Problem requirements »
Among the lines below, count those that include "serif", and state the count alone.

(Saved entries)
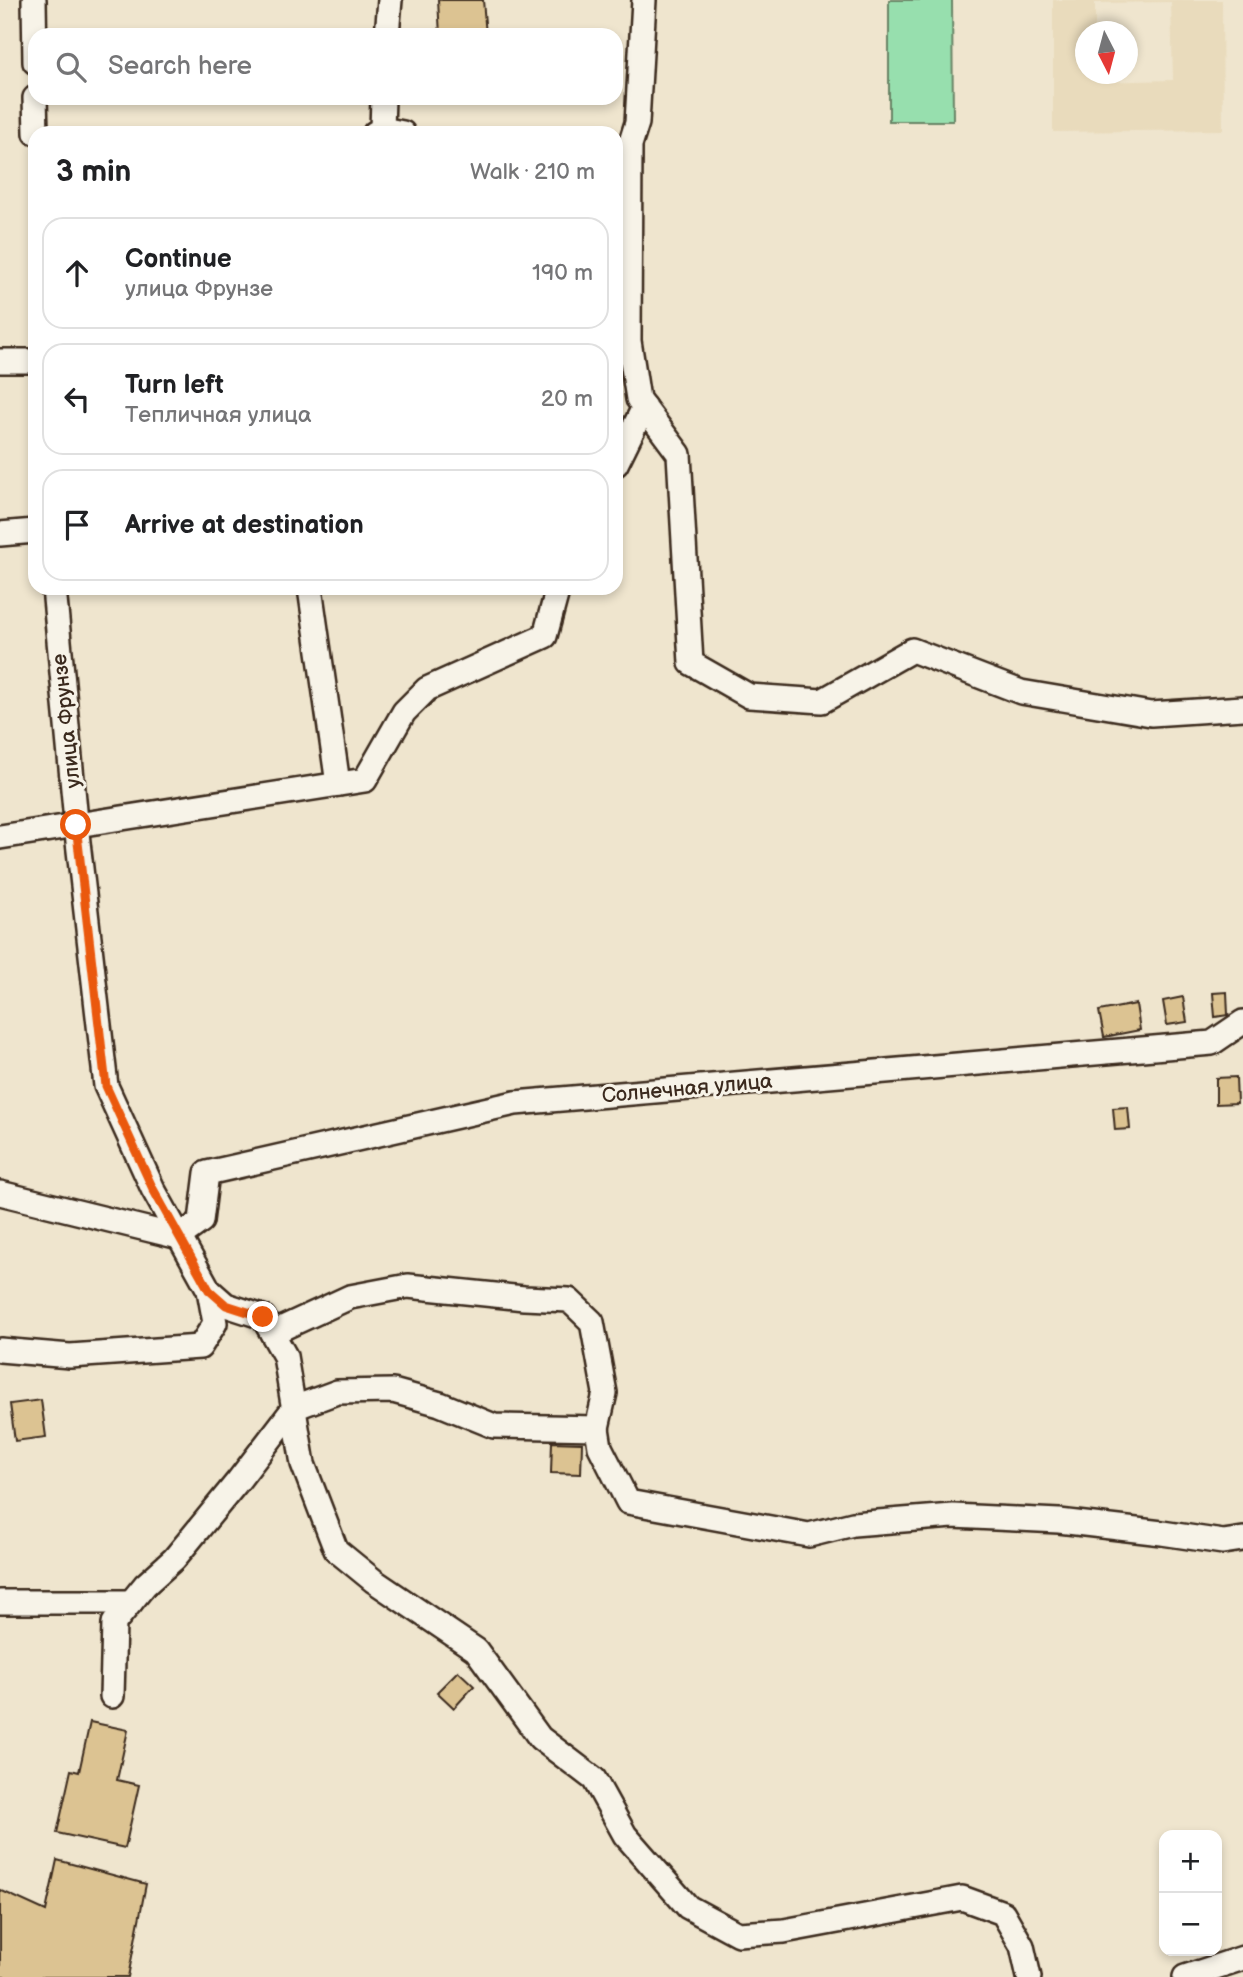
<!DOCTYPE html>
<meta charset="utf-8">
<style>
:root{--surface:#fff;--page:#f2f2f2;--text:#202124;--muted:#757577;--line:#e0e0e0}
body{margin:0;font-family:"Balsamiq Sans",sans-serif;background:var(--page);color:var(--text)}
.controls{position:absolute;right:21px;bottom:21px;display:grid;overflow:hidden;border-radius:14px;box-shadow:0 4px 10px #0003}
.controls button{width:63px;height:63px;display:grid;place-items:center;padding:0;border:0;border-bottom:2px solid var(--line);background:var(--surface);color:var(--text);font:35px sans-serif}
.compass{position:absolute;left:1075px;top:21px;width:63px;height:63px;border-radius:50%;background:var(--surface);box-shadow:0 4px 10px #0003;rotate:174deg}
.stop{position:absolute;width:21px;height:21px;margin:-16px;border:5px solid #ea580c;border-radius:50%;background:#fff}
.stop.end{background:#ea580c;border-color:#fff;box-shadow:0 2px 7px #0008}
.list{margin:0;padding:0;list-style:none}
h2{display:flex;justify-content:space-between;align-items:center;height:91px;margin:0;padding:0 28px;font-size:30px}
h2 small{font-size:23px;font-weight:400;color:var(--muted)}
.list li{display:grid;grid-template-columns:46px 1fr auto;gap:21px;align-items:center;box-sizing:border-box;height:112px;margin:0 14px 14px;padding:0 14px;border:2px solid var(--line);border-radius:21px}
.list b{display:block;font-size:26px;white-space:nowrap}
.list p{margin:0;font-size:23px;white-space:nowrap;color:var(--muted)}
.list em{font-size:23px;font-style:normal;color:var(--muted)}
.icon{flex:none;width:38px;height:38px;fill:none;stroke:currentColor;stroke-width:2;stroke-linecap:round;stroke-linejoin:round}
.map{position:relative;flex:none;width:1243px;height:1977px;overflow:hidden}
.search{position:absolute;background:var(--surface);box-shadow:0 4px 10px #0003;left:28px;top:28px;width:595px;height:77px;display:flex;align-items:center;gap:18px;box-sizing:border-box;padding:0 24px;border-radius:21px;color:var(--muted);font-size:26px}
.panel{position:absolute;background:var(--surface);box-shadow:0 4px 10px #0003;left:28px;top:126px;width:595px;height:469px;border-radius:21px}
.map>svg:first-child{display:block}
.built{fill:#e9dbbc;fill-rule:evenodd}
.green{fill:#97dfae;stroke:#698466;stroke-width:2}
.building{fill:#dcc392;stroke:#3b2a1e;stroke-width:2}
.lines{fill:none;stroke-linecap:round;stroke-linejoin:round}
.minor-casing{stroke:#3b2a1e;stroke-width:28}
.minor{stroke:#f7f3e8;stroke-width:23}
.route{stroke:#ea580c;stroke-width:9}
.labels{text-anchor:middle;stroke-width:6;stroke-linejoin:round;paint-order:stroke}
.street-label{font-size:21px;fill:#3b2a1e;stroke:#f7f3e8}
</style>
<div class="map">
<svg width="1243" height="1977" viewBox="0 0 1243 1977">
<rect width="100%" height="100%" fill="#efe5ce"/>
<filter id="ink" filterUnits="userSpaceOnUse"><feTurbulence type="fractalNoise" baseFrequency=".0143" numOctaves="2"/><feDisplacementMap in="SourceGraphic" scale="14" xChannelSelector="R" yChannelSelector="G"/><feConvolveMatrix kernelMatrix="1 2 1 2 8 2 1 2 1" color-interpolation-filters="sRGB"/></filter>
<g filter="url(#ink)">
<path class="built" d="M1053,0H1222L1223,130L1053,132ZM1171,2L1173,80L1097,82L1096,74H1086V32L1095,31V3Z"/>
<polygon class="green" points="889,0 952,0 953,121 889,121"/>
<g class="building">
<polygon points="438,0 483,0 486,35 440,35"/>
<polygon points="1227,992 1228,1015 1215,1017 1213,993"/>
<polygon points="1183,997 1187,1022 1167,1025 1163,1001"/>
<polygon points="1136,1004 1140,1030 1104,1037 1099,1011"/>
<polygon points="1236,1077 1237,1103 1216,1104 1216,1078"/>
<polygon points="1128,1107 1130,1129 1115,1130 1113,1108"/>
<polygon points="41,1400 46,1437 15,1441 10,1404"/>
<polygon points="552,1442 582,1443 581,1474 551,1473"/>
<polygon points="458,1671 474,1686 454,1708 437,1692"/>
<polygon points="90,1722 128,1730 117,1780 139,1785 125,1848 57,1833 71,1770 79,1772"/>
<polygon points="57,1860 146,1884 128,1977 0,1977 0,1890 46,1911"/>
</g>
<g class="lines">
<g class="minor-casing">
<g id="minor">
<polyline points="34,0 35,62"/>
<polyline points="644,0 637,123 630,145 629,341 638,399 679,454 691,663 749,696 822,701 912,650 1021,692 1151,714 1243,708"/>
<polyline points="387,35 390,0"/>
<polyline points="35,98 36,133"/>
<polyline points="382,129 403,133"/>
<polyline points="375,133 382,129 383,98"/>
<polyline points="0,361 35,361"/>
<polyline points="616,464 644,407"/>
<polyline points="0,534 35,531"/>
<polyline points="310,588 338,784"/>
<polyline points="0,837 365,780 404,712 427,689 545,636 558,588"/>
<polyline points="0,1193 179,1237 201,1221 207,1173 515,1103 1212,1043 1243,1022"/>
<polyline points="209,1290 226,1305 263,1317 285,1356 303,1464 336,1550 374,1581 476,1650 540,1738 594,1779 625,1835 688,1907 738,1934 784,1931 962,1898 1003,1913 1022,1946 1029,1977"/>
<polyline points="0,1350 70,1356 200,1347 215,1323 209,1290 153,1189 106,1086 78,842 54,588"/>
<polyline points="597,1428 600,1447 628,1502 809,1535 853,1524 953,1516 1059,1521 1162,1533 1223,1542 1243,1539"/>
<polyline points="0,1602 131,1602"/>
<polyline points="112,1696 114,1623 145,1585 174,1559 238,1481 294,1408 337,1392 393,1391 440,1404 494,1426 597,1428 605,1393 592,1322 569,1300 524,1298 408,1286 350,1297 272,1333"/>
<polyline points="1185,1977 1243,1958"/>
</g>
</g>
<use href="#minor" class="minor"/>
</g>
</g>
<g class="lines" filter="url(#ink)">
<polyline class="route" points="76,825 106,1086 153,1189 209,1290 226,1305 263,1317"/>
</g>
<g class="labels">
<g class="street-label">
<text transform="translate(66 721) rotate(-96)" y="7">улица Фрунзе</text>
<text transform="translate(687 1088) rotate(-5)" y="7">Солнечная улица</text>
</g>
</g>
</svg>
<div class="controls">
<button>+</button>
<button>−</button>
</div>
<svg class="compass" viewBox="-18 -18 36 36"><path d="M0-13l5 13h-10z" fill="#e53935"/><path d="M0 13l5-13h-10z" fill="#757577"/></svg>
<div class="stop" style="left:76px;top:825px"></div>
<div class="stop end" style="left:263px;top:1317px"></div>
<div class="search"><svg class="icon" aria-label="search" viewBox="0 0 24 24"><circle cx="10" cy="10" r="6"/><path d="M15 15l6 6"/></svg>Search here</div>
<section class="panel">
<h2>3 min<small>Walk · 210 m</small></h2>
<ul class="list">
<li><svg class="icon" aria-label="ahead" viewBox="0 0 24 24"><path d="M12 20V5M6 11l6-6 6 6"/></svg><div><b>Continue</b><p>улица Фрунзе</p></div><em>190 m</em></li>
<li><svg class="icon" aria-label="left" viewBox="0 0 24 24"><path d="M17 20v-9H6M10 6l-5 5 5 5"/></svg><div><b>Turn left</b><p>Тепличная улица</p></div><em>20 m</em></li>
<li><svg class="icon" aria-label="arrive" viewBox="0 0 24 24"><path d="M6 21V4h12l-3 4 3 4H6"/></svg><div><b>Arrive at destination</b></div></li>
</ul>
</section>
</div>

Expected answer »
2